TIP #1 - Buy your coffee beans in one-way valve coffee bags.

The roasting process causes the coffee beans to release carbon dioxide for several days after roasting.

The one-way valve coffee bag enables the Coffee Roaster to pack the coffee beans immediately after roasting.

The coffee beans can degas inside the bag because the one-way valve lets the carbon dioxide escape without letting air and moisture in.

On the other hand, the coffee beans degas before being packed in vacuum sealed coffee bags. This means that for a few days the coffee beans are exposed to their worst enemies: air, light, heat and moisture.

Vacuum-packaging is used by coffee suppliers who sell long shelf- life coffee. The ‘brick’ look coffee packs are easily stackable to be transported globally and stored for many months.

Contrary to common belief, fresh is not synonym with vacuum packed coffee bags.

The quality of the coffee bag is also important. Thin paper bags, clear plastic bags and window coffee bags will shorten the shelf life of your coffee beans.

For freshly roasted and packed coffee beans, look for thick lined coffee bags with a button-like one-way valve at the top of bag.

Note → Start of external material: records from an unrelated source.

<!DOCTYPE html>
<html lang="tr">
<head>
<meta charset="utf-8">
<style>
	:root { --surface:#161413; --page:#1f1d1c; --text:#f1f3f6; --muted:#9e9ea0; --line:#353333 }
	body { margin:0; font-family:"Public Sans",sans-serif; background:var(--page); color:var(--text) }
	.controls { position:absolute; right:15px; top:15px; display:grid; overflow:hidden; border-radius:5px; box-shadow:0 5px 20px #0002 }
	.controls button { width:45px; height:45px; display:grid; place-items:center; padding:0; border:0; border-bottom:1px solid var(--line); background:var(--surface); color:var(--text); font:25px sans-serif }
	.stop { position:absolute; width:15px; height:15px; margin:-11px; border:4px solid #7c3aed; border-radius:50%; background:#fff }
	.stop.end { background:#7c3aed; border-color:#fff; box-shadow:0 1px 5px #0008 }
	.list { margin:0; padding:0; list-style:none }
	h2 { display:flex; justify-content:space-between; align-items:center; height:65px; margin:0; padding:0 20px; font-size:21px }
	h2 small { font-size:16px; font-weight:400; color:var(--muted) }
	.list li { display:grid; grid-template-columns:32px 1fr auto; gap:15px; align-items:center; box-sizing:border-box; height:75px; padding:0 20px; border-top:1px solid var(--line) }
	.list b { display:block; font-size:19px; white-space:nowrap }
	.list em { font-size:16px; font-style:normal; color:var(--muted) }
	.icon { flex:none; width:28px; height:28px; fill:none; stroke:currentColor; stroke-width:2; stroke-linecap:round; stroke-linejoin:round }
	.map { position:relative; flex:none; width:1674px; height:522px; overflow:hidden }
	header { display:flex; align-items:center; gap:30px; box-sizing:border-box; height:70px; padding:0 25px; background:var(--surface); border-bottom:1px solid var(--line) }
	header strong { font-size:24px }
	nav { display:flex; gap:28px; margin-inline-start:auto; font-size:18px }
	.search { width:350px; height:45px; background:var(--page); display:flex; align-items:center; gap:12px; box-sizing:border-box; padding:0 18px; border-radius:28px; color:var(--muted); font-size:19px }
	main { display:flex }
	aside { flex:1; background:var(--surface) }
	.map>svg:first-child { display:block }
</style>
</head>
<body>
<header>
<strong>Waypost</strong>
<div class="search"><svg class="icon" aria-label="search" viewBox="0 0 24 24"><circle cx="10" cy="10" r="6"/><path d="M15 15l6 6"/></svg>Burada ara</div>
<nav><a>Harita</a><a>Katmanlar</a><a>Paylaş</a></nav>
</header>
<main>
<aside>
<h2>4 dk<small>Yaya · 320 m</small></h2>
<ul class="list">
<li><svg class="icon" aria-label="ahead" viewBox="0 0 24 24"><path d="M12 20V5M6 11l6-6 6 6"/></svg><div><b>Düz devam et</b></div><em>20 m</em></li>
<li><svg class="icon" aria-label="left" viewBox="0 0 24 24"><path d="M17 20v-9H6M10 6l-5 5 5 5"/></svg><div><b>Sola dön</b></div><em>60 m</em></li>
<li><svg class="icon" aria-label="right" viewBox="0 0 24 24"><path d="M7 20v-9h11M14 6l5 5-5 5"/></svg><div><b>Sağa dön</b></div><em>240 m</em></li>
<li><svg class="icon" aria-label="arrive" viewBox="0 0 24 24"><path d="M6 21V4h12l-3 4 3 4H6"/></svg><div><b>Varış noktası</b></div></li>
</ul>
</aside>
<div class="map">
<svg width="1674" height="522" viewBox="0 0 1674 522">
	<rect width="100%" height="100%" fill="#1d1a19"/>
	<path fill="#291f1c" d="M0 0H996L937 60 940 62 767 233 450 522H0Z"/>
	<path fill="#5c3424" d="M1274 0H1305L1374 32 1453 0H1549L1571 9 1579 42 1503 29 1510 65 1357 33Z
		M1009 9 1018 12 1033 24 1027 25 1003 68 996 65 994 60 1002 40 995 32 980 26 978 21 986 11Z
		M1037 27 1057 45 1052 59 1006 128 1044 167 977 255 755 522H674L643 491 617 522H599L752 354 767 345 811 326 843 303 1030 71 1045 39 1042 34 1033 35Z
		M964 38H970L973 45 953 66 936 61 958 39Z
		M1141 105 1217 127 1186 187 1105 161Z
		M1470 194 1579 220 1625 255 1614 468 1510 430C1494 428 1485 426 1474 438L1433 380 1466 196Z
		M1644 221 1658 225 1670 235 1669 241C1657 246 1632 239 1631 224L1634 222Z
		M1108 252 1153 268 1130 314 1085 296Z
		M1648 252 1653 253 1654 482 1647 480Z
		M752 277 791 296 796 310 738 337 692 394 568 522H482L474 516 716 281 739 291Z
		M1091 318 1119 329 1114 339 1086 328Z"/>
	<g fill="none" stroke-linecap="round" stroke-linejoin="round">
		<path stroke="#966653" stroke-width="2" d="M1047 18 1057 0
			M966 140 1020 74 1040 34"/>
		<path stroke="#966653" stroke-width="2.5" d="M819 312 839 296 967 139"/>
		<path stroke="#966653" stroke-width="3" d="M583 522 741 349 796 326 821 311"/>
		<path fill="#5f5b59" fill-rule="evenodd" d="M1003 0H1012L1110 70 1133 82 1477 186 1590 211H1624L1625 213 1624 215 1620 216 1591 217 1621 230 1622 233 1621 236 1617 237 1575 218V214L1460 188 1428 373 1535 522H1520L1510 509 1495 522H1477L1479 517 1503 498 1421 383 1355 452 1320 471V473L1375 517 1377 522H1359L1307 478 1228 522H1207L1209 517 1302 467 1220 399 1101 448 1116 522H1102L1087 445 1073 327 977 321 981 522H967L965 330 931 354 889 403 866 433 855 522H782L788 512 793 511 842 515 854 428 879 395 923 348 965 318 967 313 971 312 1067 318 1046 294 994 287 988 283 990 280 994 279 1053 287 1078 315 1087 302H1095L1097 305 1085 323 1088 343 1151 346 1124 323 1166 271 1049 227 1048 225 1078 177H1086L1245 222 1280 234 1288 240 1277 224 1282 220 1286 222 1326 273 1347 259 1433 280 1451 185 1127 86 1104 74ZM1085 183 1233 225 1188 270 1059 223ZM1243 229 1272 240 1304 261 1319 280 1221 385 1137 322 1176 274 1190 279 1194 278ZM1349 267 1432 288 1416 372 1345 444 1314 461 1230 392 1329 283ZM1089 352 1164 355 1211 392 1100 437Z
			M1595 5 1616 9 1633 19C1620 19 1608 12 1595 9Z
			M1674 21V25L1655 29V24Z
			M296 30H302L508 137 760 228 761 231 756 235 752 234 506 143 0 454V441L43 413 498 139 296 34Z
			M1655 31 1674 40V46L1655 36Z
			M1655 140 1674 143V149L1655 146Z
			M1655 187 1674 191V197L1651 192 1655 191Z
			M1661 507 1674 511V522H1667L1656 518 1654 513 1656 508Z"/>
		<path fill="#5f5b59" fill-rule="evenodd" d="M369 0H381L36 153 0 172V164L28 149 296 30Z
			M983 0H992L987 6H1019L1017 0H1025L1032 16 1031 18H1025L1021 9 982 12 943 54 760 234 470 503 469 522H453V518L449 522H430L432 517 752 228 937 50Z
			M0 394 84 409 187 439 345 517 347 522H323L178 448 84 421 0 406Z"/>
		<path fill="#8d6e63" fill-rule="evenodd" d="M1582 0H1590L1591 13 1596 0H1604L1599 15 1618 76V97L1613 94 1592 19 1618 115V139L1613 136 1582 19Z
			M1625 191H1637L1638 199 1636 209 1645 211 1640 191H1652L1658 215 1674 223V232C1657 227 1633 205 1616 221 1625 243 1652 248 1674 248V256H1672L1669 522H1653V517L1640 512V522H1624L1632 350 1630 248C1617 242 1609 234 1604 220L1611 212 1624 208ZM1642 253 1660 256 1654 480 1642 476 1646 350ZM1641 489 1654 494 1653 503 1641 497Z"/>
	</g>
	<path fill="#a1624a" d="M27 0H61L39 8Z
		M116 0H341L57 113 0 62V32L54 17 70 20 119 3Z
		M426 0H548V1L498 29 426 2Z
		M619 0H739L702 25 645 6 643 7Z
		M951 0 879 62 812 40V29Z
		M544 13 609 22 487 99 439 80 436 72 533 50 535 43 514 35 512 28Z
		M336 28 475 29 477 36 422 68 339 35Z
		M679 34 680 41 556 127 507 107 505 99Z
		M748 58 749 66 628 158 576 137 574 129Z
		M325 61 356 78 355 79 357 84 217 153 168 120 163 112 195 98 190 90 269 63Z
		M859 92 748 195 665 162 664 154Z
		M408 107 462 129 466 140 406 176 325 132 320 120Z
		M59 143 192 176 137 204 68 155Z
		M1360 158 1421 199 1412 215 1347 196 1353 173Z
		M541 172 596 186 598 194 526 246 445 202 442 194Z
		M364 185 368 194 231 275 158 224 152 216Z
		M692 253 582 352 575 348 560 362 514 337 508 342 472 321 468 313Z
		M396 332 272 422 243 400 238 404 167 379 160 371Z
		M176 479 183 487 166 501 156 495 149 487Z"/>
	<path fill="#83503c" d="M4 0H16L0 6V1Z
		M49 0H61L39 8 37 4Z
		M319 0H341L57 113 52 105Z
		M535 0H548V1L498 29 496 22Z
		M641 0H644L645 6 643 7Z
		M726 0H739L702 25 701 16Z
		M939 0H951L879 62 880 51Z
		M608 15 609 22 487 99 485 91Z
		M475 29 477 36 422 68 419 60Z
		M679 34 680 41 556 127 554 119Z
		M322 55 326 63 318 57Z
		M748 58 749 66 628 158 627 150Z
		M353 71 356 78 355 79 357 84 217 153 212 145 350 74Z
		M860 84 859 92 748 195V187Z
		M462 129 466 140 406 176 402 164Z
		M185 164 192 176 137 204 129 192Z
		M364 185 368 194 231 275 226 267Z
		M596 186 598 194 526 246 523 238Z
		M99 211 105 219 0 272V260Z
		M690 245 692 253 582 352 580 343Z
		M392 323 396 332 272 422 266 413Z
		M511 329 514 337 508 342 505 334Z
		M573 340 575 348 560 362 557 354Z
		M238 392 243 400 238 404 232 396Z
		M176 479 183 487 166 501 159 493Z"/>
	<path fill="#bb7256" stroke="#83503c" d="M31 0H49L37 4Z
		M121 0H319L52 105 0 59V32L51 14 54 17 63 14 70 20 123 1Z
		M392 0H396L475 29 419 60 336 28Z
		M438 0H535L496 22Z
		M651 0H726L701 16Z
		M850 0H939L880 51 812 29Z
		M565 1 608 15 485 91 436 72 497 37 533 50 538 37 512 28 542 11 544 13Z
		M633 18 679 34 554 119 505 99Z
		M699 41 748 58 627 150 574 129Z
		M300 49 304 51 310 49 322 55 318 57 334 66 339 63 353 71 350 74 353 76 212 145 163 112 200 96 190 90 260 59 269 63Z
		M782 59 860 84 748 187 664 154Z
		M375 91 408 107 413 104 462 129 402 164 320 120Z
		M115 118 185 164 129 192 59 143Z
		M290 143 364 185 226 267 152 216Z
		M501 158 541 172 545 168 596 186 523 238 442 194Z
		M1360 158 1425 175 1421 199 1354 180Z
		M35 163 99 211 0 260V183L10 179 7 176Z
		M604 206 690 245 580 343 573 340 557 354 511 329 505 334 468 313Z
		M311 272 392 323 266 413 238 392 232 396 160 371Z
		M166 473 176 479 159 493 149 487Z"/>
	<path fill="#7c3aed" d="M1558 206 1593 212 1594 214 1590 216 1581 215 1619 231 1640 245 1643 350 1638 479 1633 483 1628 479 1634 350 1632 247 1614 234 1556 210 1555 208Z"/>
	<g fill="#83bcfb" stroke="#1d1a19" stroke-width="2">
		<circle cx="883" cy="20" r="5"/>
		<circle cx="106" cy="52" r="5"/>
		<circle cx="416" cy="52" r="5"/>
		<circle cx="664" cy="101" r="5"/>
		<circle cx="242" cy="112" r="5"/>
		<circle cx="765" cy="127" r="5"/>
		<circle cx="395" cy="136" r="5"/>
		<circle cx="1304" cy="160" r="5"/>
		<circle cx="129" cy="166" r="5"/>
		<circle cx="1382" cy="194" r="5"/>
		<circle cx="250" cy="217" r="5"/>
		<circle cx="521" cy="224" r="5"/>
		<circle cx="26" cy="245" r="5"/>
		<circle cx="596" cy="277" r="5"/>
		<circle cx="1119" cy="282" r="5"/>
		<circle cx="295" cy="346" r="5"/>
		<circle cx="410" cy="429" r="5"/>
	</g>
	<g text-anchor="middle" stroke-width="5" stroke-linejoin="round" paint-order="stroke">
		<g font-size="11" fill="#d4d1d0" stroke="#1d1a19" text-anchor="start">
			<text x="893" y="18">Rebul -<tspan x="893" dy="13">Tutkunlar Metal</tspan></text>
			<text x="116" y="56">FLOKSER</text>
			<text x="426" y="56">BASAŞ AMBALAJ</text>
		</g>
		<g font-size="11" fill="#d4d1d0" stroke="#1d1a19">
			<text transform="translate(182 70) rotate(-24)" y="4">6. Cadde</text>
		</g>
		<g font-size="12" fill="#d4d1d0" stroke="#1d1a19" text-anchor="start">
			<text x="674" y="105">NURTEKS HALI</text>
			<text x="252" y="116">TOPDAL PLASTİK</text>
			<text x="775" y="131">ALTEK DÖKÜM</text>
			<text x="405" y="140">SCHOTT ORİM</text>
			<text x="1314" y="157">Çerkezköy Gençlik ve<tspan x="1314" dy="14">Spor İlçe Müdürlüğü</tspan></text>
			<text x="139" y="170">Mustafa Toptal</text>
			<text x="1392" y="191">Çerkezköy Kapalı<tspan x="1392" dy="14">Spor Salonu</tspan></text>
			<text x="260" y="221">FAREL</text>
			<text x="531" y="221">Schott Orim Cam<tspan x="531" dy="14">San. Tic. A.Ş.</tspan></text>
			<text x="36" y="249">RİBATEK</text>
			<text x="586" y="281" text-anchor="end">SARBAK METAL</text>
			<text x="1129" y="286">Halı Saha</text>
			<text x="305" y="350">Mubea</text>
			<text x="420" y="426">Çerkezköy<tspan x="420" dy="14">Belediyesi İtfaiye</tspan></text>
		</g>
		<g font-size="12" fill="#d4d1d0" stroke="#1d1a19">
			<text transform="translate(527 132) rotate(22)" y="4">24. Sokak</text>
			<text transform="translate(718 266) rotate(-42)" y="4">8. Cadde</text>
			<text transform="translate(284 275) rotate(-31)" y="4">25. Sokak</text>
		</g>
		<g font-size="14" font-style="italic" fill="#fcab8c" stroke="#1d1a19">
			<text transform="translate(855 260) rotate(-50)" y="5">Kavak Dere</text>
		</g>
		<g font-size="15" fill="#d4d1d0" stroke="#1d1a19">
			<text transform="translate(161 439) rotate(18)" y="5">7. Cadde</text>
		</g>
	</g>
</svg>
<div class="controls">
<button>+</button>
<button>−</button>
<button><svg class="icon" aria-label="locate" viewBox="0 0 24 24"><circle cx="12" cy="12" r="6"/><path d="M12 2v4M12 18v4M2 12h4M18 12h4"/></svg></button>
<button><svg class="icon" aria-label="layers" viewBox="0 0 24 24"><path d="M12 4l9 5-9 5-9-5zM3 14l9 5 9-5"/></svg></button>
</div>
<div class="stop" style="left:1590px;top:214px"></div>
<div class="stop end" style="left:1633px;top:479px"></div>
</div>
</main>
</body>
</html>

TIP # 3 - Buy coffee beans WHOLE, not ground

Experts in the coffee industry believe that whole coffee beans are at their peak for only three to four weeks.

But once ground, coffee beans will only keep fresh for a few days because more coffee bean surface is exposed to air.

So, buy whole coffee beans and grind just before making your coffee.

Let’s recap… Fresh is best!

Buy your freshly roasted and packed coffee beans
– In one-way valve coffee bags
– From your local Coffee Roaster and
– In quantity that you’ll consume within 3 to 4 weeks.
and taste the difference.

TIP #2 - Buy coffee beans that are locally roasted.

The freshness of coffee beans is determined by the time elapsed once the coffee beans are roasted, not from when they were harvested.

Green beans can be stored for months. But once roasted the coffee oils that give the distinct coffee flavor are brought to the surface and fast become rancid.

So avoid imported roasted coffee beans.

Travel-time from overseas destinations in large cargos and warehousing shorten the ‘best before date’ of your coffee beans.

Let’s be honest, Italian coffee is best drank in Italy. By the time, it has reached our shelves; it’s usually stale before you buy it.

Buy coffee beans directly from your local coffee roaster.

TIP # 4 - Buy in quantity that you will consume within 3 weeks.

Bulk buying can be false economy if you have to drink stale coffee.

With a kilo of coffee beans, you can make 111 to 142 single shots of espresso depending if you use 7 or 9 grams of coffee per shot.

So for the sake of a few Rands per kilo or a few cents per cup, you could be denying yourself the pleasure of many well-deserved flavoursome cups of coffee.

Don’t buy coffee by the carton if you can’t drink it all within a month.

Life is really too short to drink stale coffee.

TIP #5 - Choose your coffee supplier carefully.

Buying coffee beans from open sacks or tubs looks like, a good first-hand bulk-purchasing opportunity but in these cases, the coffee is exposed to light, heat, air, moisture and you have no idea, how long since the coffee beans have been roasted.

Fresh roasted coffee beans in gourmet shops or convenient stores do not always sell quickly. The fancy coffee beans could be stale before you buy them.

Assess how often the shelves are replenished and if possible, check the use by date on coffee bags. A long expiry date should ring alarm bells!